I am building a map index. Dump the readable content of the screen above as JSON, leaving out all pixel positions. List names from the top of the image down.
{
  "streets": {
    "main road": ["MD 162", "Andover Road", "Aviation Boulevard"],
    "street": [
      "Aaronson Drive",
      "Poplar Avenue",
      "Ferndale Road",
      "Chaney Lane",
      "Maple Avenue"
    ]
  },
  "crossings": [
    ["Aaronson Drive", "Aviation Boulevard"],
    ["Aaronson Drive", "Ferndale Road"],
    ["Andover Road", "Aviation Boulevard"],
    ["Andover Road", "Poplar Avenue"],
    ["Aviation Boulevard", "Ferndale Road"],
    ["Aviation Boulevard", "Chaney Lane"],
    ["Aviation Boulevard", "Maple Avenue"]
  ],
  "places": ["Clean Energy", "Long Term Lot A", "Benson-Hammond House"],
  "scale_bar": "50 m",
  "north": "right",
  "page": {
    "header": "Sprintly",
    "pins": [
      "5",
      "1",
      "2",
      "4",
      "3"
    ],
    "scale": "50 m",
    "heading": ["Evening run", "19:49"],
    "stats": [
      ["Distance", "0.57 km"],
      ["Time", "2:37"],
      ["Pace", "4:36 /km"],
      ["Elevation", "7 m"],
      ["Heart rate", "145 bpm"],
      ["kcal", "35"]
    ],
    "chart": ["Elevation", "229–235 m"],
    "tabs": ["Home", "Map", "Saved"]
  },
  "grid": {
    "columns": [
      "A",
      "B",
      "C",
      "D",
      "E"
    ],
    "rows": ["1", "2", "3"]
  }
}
──────
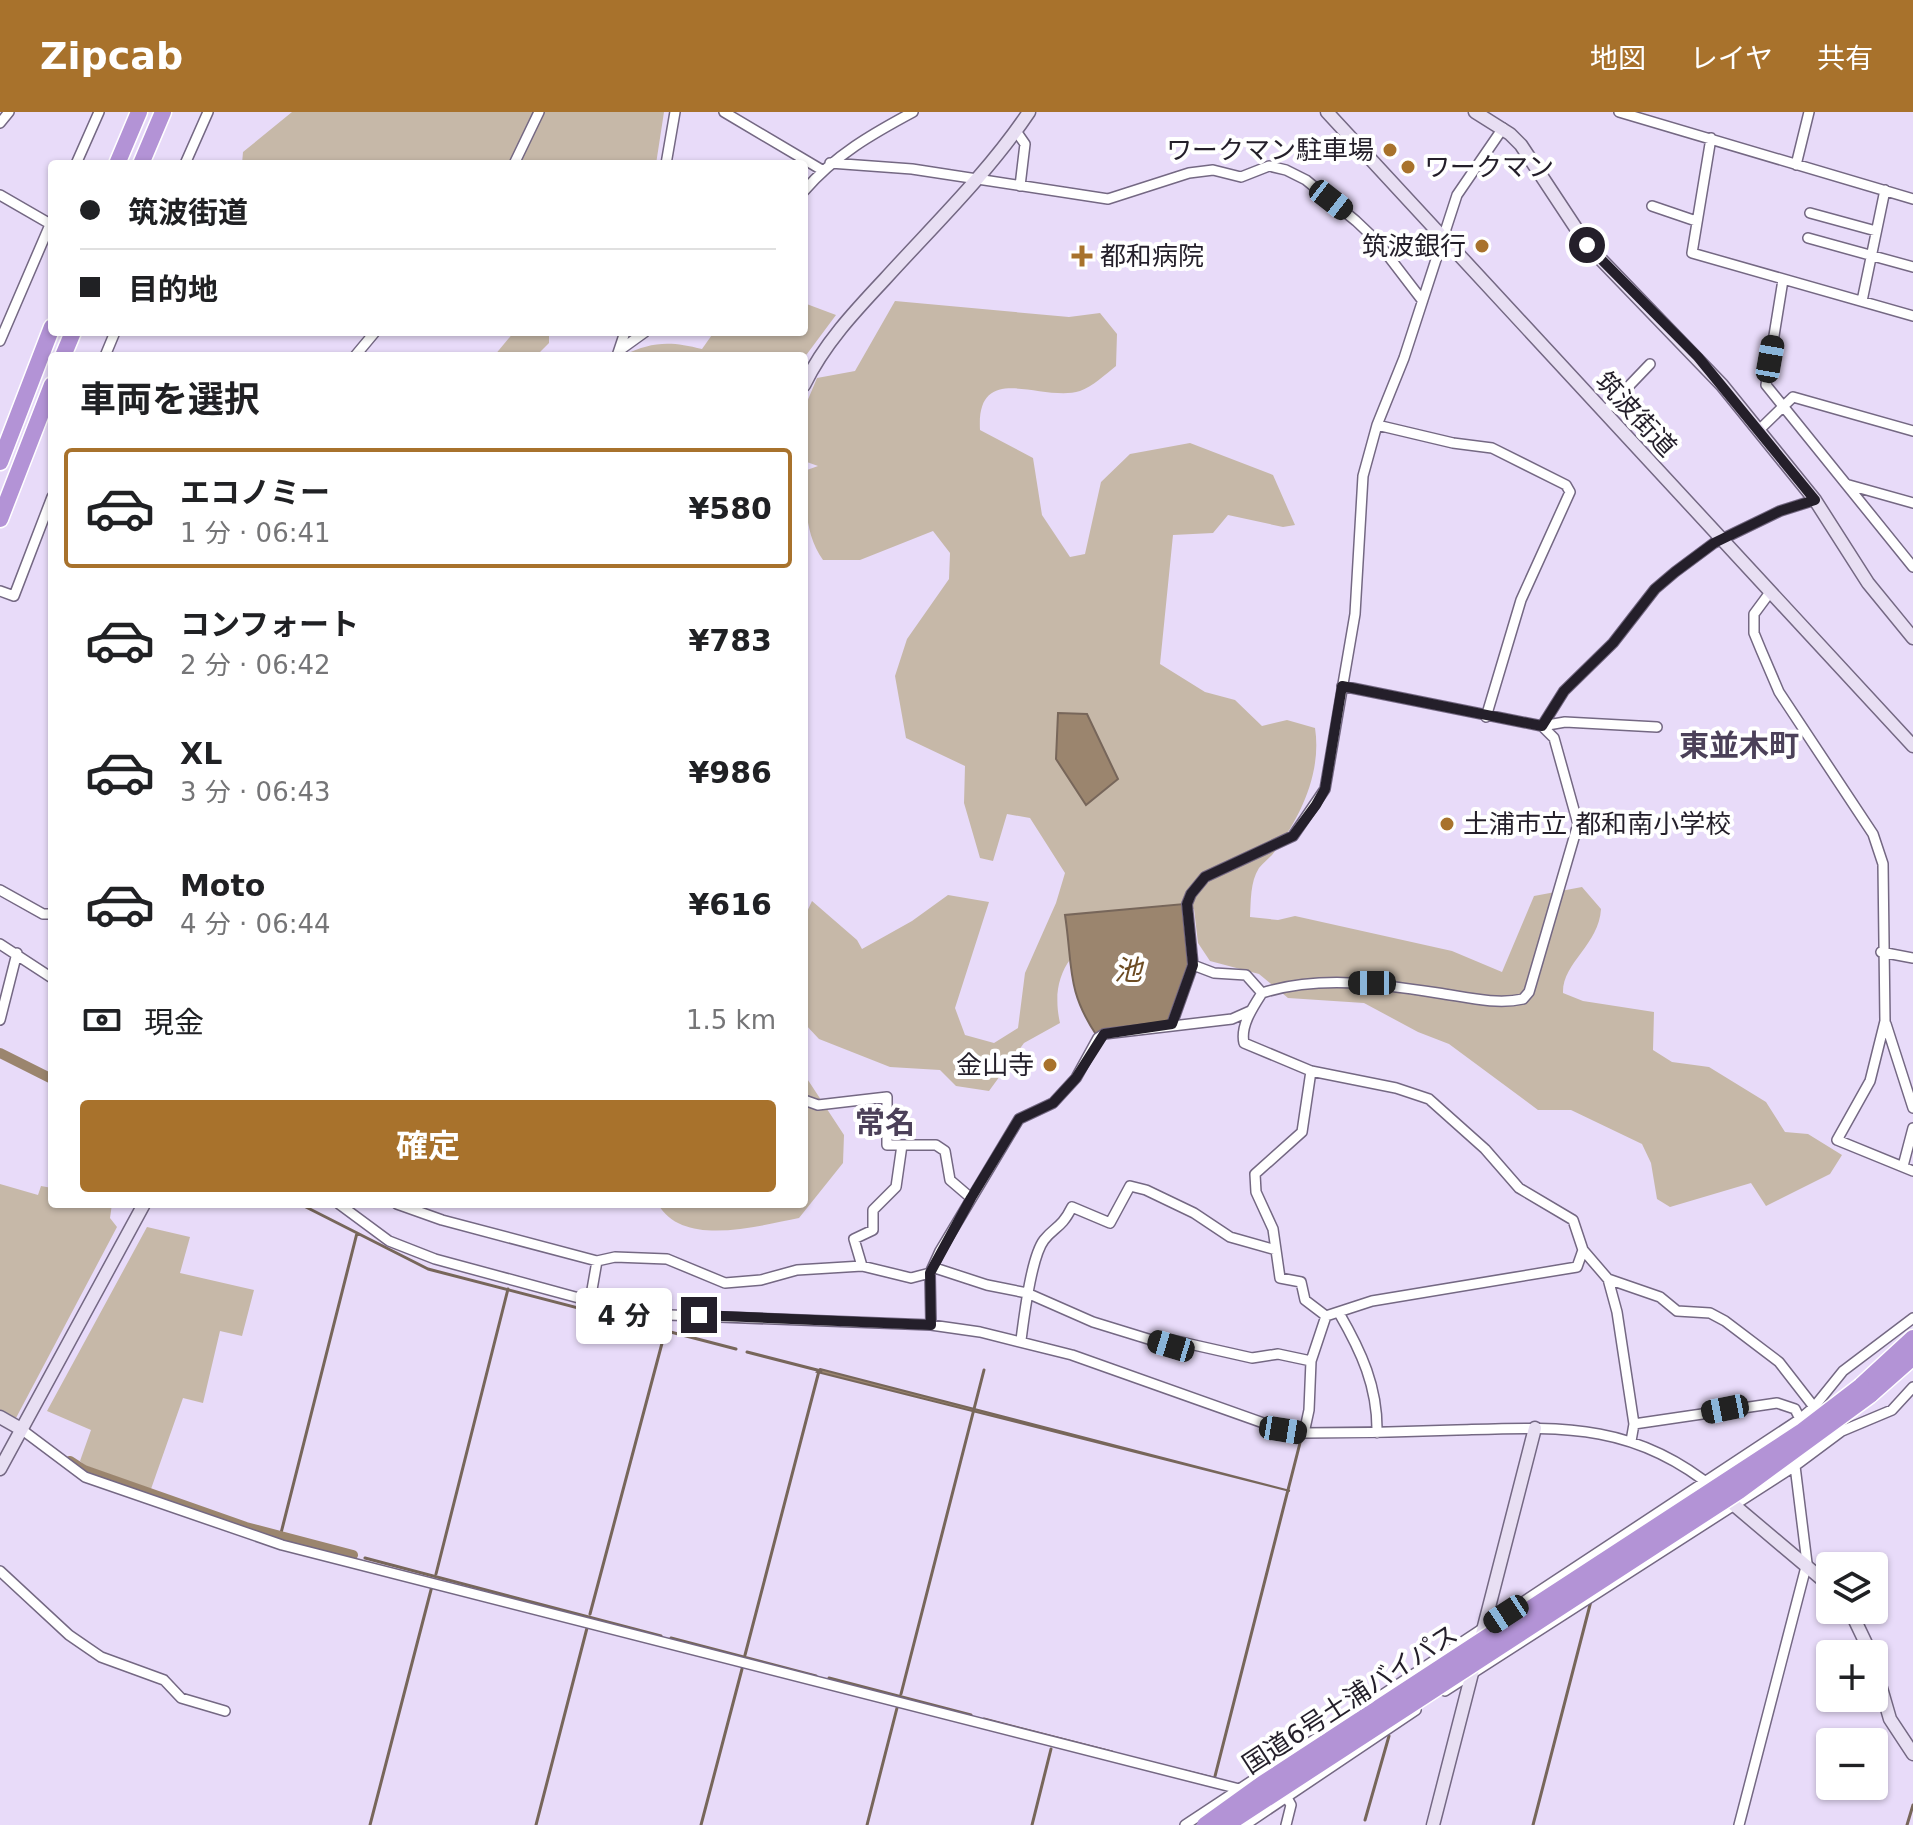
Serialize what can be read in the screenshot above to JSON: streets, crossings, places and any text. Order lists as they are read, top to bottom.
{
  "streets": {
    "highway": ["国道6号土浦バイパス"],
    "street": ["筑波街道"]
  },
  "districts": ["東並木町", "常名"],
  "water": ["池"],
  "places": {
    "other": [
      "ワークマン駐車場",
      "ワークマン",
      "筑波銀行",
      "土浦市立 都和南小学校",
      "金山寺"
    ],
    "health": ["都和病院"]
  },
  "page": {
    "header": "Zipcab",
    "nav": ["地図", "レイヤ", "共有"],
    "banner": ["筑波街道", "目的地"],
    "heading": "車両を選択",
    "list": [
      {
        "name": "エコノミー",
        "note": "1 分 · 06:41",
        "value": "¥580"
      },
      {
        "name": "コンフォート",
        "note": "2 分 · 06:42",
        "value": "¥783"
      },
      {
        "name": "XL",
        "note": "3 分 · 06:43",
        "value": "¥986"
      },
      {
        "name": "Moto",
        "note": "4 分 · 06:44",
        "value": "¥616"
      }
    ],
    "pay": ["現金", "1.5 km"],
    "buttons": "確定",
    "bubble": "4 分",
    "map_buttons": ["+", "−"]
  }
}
──────
§ Aim of the exercise: Report each line of the material above where the word "Boulevard" appears.

§ Response area:
    "main road": ["MD 162", "Andover Road", "Aviation Boulevard"],
    ["Aaronson Drive", "Aviation Boulevard"],
    ["Andover Road", "Aviation Boulevard"],
    ["Aviation Boulevard", "Ferndale Road"],
    ["Aviation Boulevard", "Chaney Lane"],
    ["Aviation Boulevard", "Maple Avenue"]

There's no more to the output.